To me a book is a window into possibilities, people and customs that exist elsewhere –something that I would never have had an opportunity to knowing otherwise. So, when Rosy Thornton mailed me about reviewing her book, The Tapestry of Love, I was thrilled. I had never read a book based in the French countryside before.I fell in love with the book right from the minute I opened the package and set my eyes on the cover of the book: An old door painted white with splotches of greenery around it.

The book starts languorously with Rosy describing the Transhumance, a bi-yearly ritual common to the mountain regions of France where sheep are herded up and down the slopes of the mountains depending on the time of the year.During the autumn transhumance sheep are herded from the grasslands in the mountains down the slopes to the valleys and during the spring transhumance the process is reversed. Catherine is a divorcee who moves to a hamlet in the Ce'vennes Mountains from London.She is an empty Nester with her children, Lexie and Tom grown up and busy with their own lives . She decides to start her own business as a seamstress in the idyllic rural environment.

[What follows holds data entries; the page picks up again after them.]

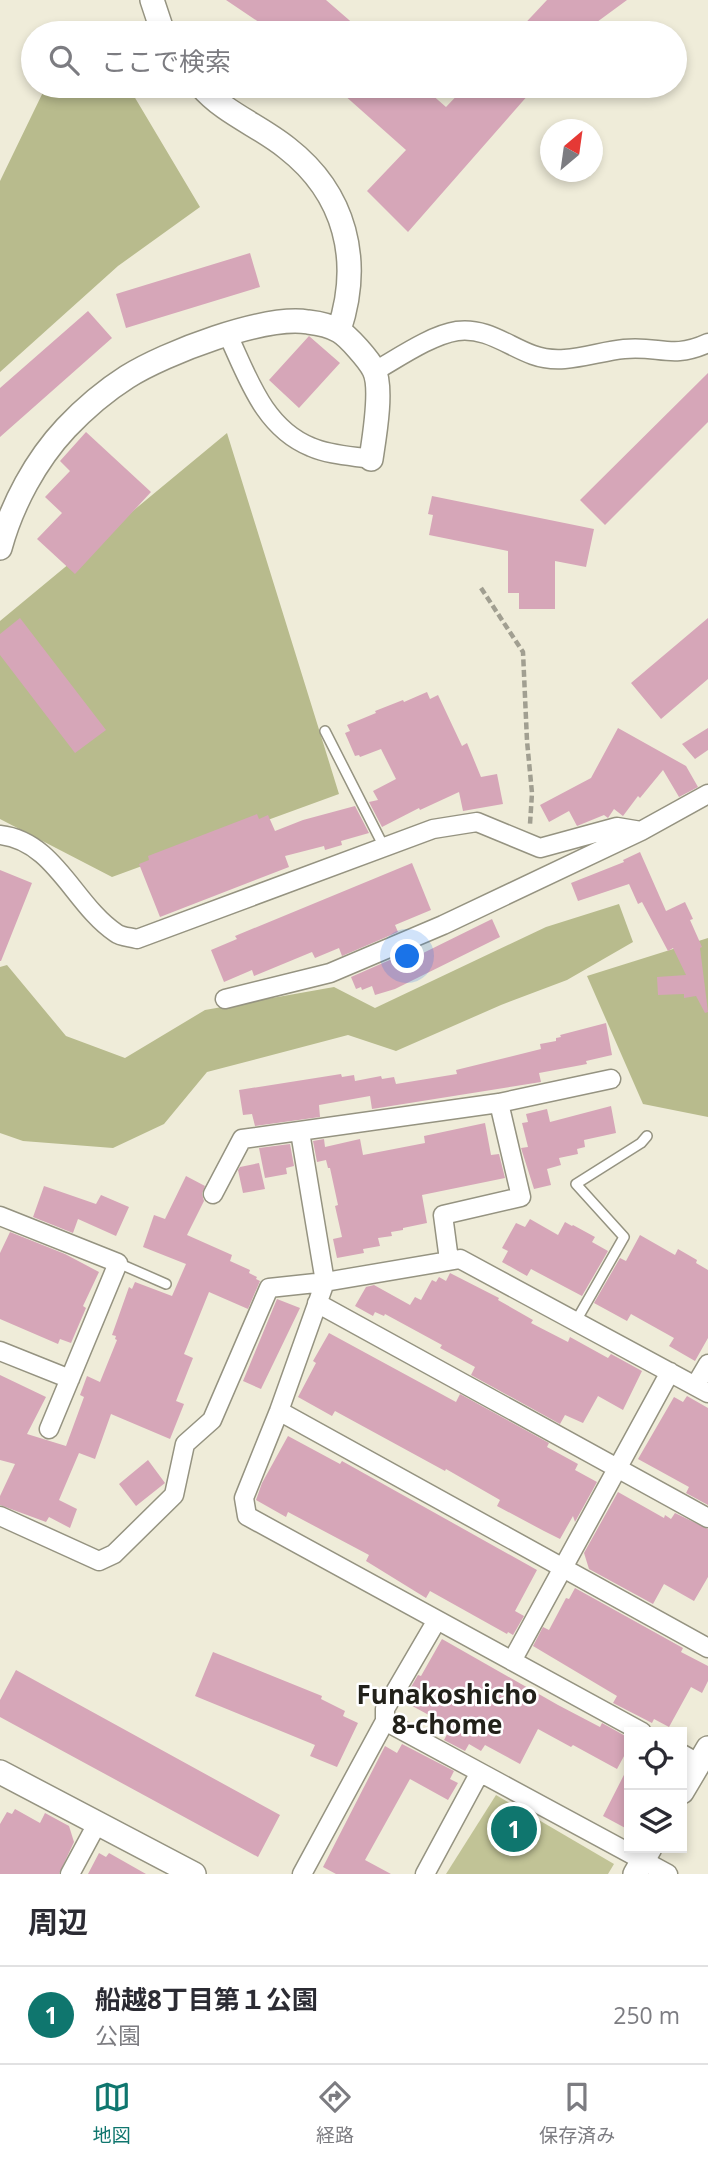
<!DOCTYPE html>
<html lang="ja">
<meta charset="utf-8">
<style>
:root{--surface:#fff;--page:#f2f2f3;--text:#2b2b33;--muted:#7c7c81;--line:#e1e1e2;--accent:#0f766e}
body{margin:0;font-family:"Open Sans","Noto Sans JP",sans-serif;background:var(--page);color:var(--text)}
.controls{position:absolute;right:21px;bottom:21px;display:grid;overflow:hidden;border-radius:0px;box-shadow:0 4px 10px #0003}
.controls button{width:63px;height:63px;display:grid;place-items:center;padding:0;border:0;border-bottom:2px solid var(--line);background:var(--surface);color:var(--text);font:35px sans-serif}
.compass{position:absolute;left:540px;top:119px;width:63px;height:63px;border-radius:50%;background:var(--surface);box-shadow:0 4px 10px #0003;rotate:29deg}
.you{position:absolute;left:408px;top:957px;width:24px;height:24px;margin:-18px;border:5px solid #fff;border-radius:50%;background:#1a73e8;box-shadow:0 0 0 10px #1a73e833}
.badge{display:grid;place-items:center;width:46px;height:46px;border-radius:50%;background:var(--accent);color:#fff;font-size:23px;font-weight:700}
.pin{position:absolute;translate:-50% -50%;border:4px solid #fff;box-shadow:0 2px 7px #0006}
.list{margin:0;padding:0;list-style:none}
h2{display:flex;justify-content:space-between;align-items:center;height:91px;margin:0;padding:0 28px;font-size:30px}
h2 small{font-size:23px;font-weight:400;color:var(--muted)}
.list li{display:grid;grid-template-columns:46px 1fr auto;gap:21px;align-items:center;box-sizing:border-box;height:98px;padding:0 28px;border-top:2px solid var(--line)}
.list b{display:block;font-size:26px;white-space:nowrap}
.list p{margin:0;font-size:23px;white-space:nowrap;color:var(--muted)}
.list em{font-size:23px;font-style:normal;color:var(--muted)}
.icon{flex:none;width:38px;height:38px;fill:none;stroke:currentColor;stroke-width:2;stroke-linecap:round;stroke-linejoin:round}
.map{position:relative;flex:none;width:708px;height:1874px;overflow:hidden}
.search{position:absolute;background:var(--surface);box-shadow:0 4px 10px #0003;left:21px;right:21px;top:21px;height:77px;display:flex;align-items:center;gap:18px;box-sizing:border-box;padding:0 24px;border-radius:38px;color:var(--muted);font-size:26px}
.sheet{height:189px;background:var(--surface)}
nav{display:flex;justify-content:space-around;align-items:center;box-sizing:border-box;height:98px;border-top:2px solid var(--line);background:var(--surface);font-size:19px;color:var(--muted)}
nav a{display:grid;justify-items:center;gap:4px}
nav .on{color:var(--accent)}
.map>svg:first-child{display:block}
.green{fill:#c1c396}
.forest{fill:#b8bb8d}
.building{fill:#d6a6b8}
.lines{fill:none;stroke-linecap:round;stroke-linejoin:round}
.service-casing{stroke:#959381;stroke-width:12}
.minor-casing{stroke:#959381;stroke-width:21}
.tertiary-casing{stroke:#959381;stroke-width:26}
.path{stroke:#a19f91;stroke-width:4.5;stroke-dasharray:7 3.5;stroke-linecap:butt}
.service{stroke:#fff;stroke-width:9}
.minor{stroke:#fff;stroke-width:18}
.tertiary{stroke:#fff;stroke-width:23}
.labels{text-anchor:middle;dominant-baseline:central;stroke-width:5;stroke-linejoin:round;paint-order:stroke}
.neighbourhood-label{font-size:26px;font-weight:bold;fill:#22211a;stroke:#fff}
</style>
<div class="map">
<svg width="708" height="1874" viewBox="0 0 708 1874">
<rect width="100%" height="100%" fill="#efecd9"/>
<path class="green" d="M496,1795l118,69 -6,10h-162z"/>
<path class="forest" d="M46,86h82l72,121 -82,59 -118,106v-191z
M227,433l112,361 -227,83 -112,-58v-198z
M619,904l14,38 -66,38 -66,25 -105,46 -48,-16 -141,37 -43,52 -51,24 -90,-7 -23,-8v-166l7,-2 59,71 59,22 80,-48 129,-23 41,21 171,-81z
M708,938v179l-65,-13 -56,-128z"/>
<path class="building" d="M226,0h100l38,33h-89z
M547,0h80l-45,33h-66z
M334,86h88l24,21 20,-21h70l-128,146 -41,-41 39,-41z
M250,253l10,34 -134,41 -10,-34z
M88,311l24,27 -112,99v-49z
M309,336l31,27 -41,45 -30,-28z
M708,373v49l-103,103 -25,-25z
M86,432l65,60 -76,82 -38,-35 25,-26 -17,-16 25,-26 -10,-10z
M432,496l162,33 -8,38 -31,-6v48h-36v-16h-11v-42l-79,-16 4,-20 -5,-1z
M20,618l86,112 -31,23 -75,-98v-21z
M708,618v61l-47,40 -30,-36z
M427,692l3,7 8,-4 24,51 5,-3 14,34 16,-3 6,30 -40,7 -4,-19 -39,18 -1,-2 -37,19 -13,-25 9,-2 -5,-9 23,-12 -15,-30 -21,8 -1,-2 -4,1 -10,-23 5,-2 -3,-6 29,-12 -1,-2 28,-11 1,2z
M618,728l68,38 12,21 -19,10 -16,-27 -23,28 -2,-2 -15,20 -9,-7 -6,9 -4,-3 -27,11 -8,-15 -20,11 -9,-17 51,-27z
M708,728v22l-13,9 -13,-15z
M355,806l14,27 -28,8 1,4 -17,5 -1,-4 -39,10 4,11 -129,50 -21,-53 10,-4 -1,-4 109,-42 2,5 9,-4 7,16 28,-11z
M640,852l26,59 19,-9 8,17 -3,1 12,27 -2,1 8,64 -3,1 -9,-17 -12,2v-4l-26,1 -1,-18 29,-2 -13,-27 -5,3 -26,-49 -4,2 -9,-20 -51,17 -7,-18 53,-21 -1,-2z
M412,863l19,47 -36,15 3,7 -56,24 -3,-8 -24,10 -3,-6 -58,24 -2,-6 -28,12 -13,-32 26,-11 -2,-3z
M0,870l32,13 -31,78h-1z
M492,919l8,18 -105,52 -20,6 -3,-9 -10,4 -1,-3 -5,2 -5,-12 57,-25 3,7z
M606,1023l6,32 -26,6 1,3 -48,9 2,9 -169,27 -2,-13 -51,9 1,12 -65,9 -3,-12 -9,1 -4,-25 102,-16 1,3 12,-2 1,6 26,-5 1,3 12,-2 2,7 61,-10 -1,-4 85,-21 -1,-5 16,-3v-3l5,-1 -1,-2z
M611,1106l5,27 -32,7 1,7 -8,2 1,5 -19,4 2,7 -14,4 4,16 -17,4 -13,-41 7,-1 -6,-24 6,-1 -2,-8 21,-5 3,13z
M485,1123l6,32 8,-1 6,24 -83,17 5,28 -24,5v2l-12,2 1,4 -14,2 2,8 -17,3 1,4 -27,5 -4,-19 9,-2 -7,-31 3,-1 -8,-37h-2l-2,-8 -9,2 -4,-21 11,-2 1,8 35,-8 3,16 62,-12 -1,-7z
M290,1144l4,22 -8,2 1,6 -22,4 -6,-30z
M259,1163l6,26 -22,4 -5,-23 2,-3z
M186,1176l19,10 -3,8 2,7 -17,34 45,20 -2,6 20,9 -1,3 8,4 -1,2 4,2 -12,28 -39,-17 -25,62 9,4 -17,43 8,3 -14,35 -59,-25 -16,45 -16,-6 -20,47 18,9 -7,19 -21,-11 -3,5 -46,-17v-9l15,-32 -15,-4v-85l46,22 -19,37 39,12 18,-49 -4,-2 7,-19 13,6 17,-42 -2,-1 1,-3 -4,-1 17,-48 3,2 3,-7 37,14 14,-32 -43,-17 11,-32 11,4z
M44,1186l52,18 5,-9 28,12 -13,29 -38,-17 -5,14 -40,-16z
M530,1219l28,16 7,-13 7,4 1,-1 22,12 -3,5 16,9 -26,45 -51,-27 -4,7 -25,-14 6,-11 -6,-3 14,-25 9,4z
M10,1232l55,22 34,18 -16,34 3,2 -15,35 -11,-4 -2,5 -58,-25v-66z
M640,1235l35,20 3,-6 19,11 -1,3 12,7v68l-13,23 -26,-15 5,-8 -43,-24 -4,7 -33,-18 26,-45 6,3z
M450,1273l49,25 -1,2 35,20 -2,3 37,19 2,-5 38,21 3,-4 31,17 -19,39 -25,-14 -15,27 -18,-8 -5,9 -89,-49 4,-8 -35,-19 2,-3 -57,-31 -1,2 -9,-4 -2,4 -18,-10 11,-19 8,-2 36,20 5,-8 6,3 11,-20 4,2 3,-5 7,4z
M277,1299l23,9 -39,81 -18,-8z
M329,1333l127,69 4,-8 89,49 -2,4 31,17 -3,6 22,12 -22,40 -2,-6 -13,23 -16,-8 -47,-25 3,-6 -54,-31 -1,2 -110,-60 -3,5 -34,-19 18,-34 -3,-2z
M687,1396l21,12v97l-22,-12 3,-6 -51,-28 36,-62 9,5z
M288,1436l52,28 2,-3 195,109 -22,41 9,5 -11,19 -5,-3 -1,2 -77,-43 -4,7 -60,-37 3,-6 -81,-43 -2,5 -30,-17 6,-17z
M148,1460l17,23 -29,23 -17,-22z
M618,1492l46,26 1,-3 6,4 4,-6 33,16v48l-14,24 -30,-17 -11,20 -64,-35 -5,-16z
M575,1588l108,60 -2,4 27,14v15l-6,12 -11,-6 -22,40 -15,-8 -2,4 -39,-20 4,-7 -84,-50 10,-19 6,3 17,-32 3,1z
M442,1639l116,66 42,22 2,-4 27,15v9l-12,22 -44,-24 -2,2 -33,-18 -18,35 -35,-19 -4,6 -12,-7 -4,7 -21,-11 7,-13 -48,-26 15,-26 3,1z
M213,1652l109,44 -1,3 24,12 -2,5 15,7 -21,44 -27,-11 5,-11 -120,-49z
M16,1670l264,145 -22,42 -258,-140v-17z
M402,1744l52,27 -4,8 8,4 -10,17 -38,-21 -45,81 26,14h-55l-13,-7 62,-121 12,7z
M629,1765v65l-26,-14z
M15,1809l25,14 5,-10 24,13 5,16 -15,32h-59v-50l7,-12 5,2z
M99,1853l7,4 3,-4 37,21h-58z"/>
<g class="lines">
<g class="service-casing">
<path id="service" d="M325,731l59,116
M118,1263l48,21
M576,1321l48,-84 -48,-53 65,-41 6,-7"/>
</g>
<g class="minor-casing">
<path id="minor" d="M228,335c20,43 36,93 83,112 18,8 41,9 60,12
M375,371c23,-13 56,-36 82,-40 29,-4 51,15 76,24 30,11 61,-3 91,-6 35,-4 47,11 84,-6
M0,835c55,6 74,70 116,98 5,4 14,4 21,6l296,-110 44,-7 63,26 77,-21 24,4
M225,999l105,-26 113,-48 198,-94 67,-37
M300,1132l25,150 -46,129 -35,87 3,18 395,216
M213,1194l29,-55 257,-36 112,-24
M0,1216l118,47 -69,166
M449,1260l-6,-45 78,-18 -22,-94
M317,1303l391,215
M0,1351l70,28
M695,1386l13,-22
M279,1411l429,237
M0,1516l99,45 15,-7 60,-59 11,-51 27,-24 57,-132 56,-6 135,-23 248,134
M512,1661l158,-289
M385,1721l283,153
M682,1754l16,9
M70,1874l28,-52
M302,1874l83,-153v-12l52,-89
M425,1874l54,-100"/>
</g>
<g class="tertiary-casing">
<path id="tertiary" d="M152,0l11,33
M201,86c23,27 59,40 86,62 59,46 75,113 52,182
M0,548c12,-44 36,-88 66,-120 18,-19 39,-37 61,-51 38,-24 137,-62 181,-55 9,1 23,4 31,9 9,5 30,29 35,39 9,18 0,69 -3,89
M0,1772l194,102
M682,1792l26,-44
M635,1874l15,-26"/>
</g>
<path class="path" d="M481,588l42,64 4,89 5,52 -2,31"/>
<use href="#service" class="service"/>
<use href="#minor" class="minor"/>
<use href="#tertiary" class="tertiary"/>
</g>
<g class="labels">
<g class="neighbourhood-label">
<text x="447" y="1694">Funakoshicho<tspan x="447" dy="30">8-chome</tspan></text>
</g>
</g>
</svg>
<div class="controls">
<button><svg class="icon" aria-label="locate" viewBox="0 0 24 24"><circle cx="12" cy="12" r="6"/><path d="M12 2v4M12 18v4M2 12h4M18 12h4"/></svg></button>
<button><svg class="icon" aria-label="layers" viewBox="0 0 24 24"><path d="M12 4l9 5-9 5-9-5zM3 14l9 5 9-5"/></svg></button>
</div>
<svg class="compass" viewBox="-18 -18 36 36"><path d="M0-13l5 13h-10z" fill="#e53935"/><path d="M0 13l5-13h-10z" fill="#7c7c81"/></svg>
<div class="you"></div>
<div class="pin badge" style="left:514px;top:1829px">1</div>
<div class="search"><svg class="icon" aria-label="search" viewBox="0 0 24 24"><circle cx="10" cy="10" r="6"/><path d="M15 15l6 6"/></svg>ここで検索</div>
</div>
<section class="sheet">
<h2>周辺<small></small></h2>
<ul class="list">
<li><span class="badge">1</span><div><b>船越8丁目第１公園</b><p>公園</p></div><em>250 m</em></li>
</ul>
</section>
<nav>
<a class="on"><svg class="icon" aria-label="map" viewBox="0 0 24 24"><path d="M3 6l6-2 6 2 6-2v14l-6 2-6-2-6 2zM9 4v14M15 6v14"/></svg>地図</a>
<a><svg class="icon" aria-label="directions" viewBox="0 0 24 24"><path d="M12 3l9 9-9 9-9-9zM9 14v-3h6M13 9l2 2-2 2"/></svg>経路</a>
<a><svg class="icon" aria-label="saved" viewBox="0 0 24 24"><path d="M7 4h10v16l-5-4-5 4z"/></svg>保存済み</a>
</nav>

At the Ce'vennes, Catherine has to contend with loneliness, stiff neighbors and horrible weather. We are introduced to the Bouschets, Madame Volipere, the Merriels and Patrick Castagnol. Her neighbors are gracious and invite Catherine over for tea and meals , but their requests are formal. Catherine strikes up an easy friendship with Patrick as their conversations cover subjects as varied as bee-keeping, boars ,lepers and saints. As paragraph upon paragraph rolled by describing Catherine’s life, I could feel her loneliness myself. But the narrative is not depressing at any point.I loved Catherine’s character-strong and warm.Despite her divorce, she is not bitter about her husband seeing another woman .

Catherine embraces her new life selling her cushion covers and upholstering furniture to the locals . Everything rolls by smoothly until her sister, Bryonne decides to visit her. Now, Bryonne is everything Catherine is not- perky and leads an extremely successful life as a partner in a London law firm.During Bryonne’s visit Catherine realizes that both of them are falling for the same man. But the man has secrets that he holds close to his heart himself. The rest of the story is about how Catherine befriends the neighbors, becomes an integral part of the neighborhood, how she strives to get her enterprise registered and makes sense of the feelings she has towards Patrick.

The strong points of the book are the depth with which each character is etched out,Rosy’s lovely words and the information on life in the mountains. I particularly loved Lexie,the journalist daughter who tires of her writing jobs in a jiffy and constantly seeks something else to excite her. Somehow, the neighbors didn’t make much of an impression on me and I wonder if it was done on purpose.Rosy’s love for good food and the mountainside shows through the pages of the book.

My only issue with the book was the length-400 odd pages.Somewhere in the middle the narrative sags a bit . I would have also wanted to learn more about the finer points of making tapestries.But things soon heat up and to know more you need to grab the book and read it :-).

Let me leave you with one of the passages I particularly loved

“Catherine inhaled.It was the smell of the valley always had in snatches, the acidity of woodsmoke and behind it everywhere the darker, mellower scent of what had been there before the settlement of man.Earth and water and rock , and spent leaves returning to the earth.”

Overall, a simple love story set in a beautiful pastoral background. I’ll give it a 3.5 /5. I would recommend it to anyone who loves a good love story and am looking forward to reading more of her work.